The other kind of jealousy…

Great to hear! Thanks for the update and the hard won words of wisdom.

Leetah
 
Luck wished. I'm glad to hear that things are going better now.
 
"...my kind of jealousy is more of a I-am-so-much-better-why-would-he-waste-his-time-with-her-when-he-could-be-with-me?…

I have found no information on how to handel this kind of jealousy in any self-help forum so far."

If two people voluntarily spend time together, it's because something in each of them meets a need in the other (whether or not that need is even recognized or acknowledged). If he's 'wasting his time with her' it's because she meets a need of his. Whether he's aware of what that need is or willing/able to recognize it is another matter. It's not something that you can do anything about ... it just is. If you can't live with it and can't get past it, you may want to consider whether continuing the relationship will meet Your needs.

Just a thought.
 
Hello beautiful people!....

So, I guess that’s what I wanted to share: I’m happy, I’m hopeful and I’m still moving. Wish me luck!

Best of luck in your relationship and all of your endeavors!
 
Thanks for the update, kindalost. No, I'm not surprised to see you back here. Venting here and getting advice was helpful to you last year, so it's only natural you'd want to share your progress.

I'm glad Arthur and Brianna finally broke up! So much fighting! I almost had to laugh at her insistence you and he make up a written relationship contract (again reminding me of Big Bang Theory), just because she had one with him.

I'm glad a therapist is helping Arthur heal from his breakup. It shouldn't all be on you.

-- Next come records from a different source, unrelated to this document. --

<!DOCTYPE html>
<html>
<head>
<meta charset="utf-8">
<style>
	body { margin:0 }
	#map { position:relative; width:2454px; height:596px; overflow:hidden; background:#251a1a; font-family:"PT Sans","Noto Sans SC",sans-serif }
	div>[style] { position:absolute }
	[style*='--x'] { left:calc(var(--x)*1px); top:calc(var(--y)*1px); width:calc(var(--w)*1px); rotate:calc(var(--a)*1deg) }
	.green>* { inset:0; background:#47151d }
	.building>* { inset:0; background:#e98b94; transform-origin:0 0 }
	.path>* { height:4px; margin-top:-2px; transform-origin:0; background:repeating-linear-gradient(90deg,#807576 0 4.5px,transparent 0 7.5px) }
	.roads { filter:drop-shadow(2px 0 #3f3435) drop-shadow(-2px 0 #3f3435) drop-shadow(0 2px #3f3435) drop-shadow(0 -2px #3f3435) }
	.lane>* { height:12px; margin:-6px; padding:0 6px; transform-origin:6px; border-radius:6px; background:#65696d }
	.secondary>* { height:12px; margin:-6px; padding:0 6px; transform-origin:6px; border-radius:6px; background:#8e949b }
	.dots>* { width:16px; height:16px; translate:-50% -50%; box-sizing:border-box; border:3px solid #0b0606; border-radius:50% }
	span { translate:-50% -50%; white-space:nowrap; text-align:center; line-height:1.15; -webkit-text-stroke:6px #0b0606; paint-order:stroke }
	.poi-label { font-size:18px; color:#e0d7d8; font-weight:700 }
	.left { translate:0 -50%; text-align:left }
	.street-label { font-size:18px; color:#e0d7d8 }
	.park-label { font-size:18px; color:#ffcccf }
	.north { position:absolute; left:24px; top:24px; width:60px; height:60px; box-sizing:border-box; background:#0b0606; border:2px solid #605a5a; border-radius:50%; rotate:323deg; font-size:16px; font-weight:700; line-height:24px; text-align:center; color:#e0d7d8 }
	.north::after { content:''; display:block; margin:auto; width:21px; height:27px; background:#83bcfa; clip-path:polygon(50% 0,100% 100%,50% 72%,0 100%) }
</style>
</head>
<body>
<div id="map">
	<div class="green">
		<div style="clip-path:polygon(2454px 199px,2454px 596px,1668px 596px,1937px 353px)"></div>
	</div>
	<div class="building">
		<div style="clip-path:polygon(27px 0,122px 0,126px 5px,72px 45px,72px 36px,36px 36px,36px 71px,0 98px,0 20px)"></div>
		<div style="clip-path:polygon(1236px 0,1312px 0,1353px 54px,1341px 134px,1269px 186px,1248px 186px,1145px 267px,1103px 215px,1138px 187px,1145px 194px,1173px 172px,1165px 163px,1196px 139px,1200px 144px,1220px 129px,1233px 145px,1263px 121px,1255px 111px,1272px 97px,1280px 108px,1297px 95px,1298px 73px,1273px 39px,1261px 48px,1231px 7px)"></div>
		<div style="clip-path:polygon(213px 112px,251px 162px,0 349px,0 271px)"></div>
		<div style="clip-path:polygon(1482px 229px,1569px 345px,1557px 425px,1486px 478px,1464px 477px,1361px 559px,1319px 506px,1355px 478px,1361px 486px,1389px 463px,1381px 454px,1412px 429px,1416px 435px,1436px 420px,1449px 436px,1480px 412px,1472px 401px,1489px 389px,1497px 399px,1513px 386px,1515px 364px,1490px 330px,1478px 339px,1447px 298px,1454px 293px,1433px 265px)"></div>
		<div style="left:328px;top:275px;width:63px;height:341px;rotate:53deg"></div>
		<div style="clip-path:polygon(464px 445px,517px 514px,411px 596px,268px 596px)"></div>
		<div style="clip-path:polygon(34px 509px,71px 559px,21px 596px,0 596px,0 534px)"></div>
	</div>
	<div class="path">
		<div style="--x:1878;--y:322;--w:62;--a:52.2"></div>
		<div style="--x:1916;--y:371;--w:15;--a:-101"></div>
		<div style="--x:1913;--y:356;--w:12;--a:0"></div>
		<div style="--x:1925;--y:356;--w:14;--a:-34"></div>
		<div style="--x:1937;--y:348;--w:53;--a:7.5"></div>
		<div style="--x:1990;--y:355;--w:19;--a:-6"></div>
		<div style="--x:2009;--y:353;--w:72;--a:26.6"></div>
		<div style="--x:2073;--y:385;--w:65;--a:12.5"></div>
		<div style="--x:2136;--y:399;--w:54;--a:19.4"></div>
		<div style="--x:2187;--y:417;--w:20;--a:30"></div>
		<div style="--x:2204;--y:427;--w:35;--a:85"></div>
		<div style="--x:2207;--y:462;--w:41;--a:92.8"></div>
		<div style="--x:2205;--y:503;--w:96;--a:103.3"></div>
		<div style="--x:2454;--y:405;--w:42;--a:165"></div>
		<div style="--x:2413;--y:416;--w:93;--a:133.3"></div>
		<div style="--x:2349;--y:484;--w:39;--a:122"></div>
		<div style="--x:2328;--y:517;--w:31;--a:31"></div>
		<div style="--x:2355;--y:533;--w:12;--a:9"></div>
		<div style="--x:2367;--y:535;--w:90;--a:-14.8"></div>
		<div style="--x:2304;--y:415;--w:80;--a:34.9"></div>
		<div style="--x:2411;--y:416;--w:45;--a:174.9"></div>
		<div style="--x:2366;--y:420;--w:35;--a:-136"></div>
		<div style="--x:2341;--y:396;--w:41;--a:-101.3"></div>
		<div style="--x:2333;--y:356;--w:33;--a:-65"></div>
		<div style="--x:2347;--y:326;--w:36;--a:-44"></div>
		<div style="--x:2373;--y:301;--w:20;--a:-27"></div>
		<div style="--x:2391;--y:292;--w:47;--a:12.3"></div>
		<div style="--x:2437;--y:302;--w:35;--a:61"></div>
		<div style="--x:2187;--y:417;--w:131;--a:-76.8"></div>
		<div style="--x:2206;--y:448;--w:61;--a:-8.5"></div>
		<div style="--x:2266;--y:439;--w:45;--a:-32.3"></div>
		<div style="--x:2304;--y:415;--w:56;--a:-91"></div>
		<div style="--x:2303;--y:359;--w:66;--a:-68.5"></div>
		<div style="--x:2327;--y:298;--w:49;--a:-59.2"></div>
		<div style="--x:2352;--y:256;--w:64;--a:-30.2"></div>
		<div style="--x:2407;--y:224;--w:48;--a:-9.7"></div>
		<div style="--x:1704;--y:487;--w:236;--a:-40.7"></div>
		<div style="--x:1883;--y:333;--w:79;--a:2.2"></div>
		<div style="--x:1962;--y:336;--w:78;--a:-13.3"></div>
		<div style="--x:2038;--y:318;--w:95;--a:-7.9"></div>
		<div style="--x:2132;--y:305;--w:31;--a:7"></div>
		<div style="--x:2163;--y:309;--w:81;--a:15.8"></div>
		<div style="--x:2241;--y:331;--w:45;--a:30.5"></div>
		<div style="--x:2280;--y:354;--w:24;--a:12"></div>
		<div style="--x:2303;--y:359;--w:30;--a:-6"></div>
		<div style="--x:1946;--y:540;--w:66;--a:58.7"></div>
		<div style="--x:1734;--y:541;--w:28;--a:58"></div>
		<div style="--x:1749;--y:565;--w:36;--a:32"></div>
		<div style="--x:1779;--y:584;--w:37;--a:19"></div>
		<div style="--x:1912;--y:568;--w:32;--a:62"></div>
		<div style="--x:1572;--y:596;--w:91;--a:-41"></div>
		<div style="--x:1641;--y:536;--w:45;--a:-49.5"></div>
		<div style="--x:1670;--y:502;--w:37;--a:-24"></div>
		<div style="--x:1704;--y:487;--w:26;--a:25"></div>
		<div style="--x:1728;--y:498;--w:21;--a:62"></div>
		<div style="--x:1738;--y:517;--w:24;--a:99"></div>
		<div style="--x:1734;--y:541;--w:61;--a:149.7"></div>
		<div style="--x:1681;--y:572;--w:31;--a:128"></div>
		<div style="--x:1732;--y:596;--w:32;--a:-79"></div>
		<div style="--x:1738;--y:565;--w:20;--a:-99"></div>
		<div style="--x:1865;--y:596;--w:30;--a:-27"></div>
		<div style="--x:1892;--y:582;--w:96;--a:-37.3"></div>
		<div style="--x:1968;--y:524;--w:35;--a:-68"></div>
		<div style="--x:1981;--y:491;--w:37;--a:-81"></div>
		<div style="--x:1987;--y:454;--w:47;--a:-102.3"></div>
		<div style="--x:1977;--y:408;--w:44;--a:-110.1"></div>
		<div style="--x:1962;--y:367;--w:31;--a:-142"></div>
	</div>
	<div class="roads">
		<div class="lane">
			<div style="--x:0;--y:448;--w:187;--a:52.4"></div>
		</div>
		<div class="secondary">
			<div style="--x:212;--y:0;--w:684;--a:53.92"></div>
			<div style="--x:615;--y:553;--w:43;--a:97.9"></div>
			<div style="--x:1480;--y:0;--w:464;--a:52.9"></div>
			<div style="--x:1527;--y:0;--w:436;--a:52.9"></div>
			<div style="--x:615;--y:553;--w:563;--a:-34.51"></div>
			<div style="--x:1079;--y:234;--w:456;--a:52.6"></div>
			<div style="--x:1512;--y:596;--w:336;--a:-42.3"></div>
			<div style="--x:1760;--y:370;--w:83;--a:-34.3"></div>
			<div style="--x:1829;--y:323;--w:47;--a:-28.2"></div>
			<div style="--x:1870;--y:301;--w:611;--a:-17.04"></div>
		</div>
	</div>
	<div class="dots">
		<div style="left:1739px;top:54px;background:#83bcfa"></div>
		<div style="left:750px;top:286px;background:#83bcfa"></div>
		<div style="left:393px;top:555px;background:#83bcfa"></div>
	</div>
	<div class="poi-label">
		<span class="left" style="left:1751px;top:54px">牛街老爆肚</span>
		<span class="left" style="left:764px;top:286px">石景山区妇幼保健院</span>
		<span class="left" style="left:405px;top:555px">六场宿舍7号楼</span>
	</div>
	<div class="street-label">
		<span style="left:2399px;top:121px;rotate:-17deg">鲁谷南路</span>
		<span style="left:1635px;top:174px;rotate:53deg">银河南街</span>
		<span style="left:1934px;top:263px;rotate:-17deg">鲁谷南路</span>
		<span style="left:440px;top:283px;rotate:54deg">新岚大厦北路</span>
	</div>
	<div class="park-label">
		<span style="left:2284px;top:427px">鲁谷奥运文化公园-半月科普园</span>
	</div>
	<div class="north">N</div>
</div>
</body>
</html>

Do either of you have real life friends that understand polyamory and can be sounding boards for you around how to do poly? Or is it only here and with a therapist that you can figure things out?

I think it's fine to "rest" on both sides and be Closed for as long as you want. Your relationship got off to a rocky and, may I say, unnatural start. Why not just enjoy the normal getting to know you fun and dates now?

One little red flag is how you're imagining maybe at some point you'll open on your side for some casual sex only. Doing casual sex takes a certain precautionary skill set. Sex is bonding and often causes feelings, and then there you'll be... polyamorous again. When you're not really ready for it.
 
Hello Partypeople :)
Yes, again, I feel like you all deserve an update: Everything is fine. I’m still with Arthur, we’re still monogamous and like any other couple (regardless of relationship style) we have our little highs and lows. The problems have become so mundane though that I find myself laughing at them from time to time (e.g. he always puts cups on top oft he dishwasher instead in them, i alwas put the hairbrush in „the wrong“ drawer,…).

I stopped seeing the therapist – party because I feel like we got tot he root of a lot of my insecurities, partly because I felt while the sessions were helping me identifying the issues, they weren’t reall helping in a constructive way (whcih I hope i was able to find alone now). Arthur is doing better as well, though of course he has his bad days (especially since Brianna keeps inserting herself in his life by e.g. visiting his parents or sending ‚closure‘-letters) but overall I think we are both steady.
Sometimes I’m still struggeling a little with conflating the disparity of our experiences with Brinanna – him having experienced her as a positive long-term-partner, me having experienced her as a mainly negative influence on my relationship – but I think that might be something we all experience with our partners at some level (e.g. I once was with a guy who’d had a adultescent period of extreme religiousness, which I found hard to put together with his – and our shared – current view oft he world). Luckily, Arthur is very understanding and beeing able to talk to him about this openly is helping a lot.

@Magdlyn Arthur has made it rather clear that he doesn’t think he’ll be up for poly again in any forseable time and has admitted (albeit indirectly) that he believes neither him nor Brianna might never really have been polyamorous, but really just looking for a way to keep their dying relationship alive. It was scary for me, as this of course changed our realtionship dynamic and I have struggeled in traditional monogamous relationships before, but after a lot of soulsearching and talking we have agreed on monogamy.
Therapy helped a lot with bringing awareness to the insecurities I have that I used to fix with sexual attention and has made it easier to find ways to get the external reassurence I need in other capacities (e.g. I make a list of nice things people said to me at the end oft he week, but only nice things about my character like „my boss thinks i’m a quick thinker“ or „my prof said I was a hard worker“ or I make lists with things I like about my own character).

So for now, beeing with Arthur and exploring this and the if’s and how’s and what’s of a possible future together seems to be enough for me :)
Thank you again for all your advise and help during this really crazy time of my life!
 
Hi Kindalost, thanks for sharing that update. It sounds like things are going relatively well for you, maybe not perfect, but you are getting things figured out. Namaste!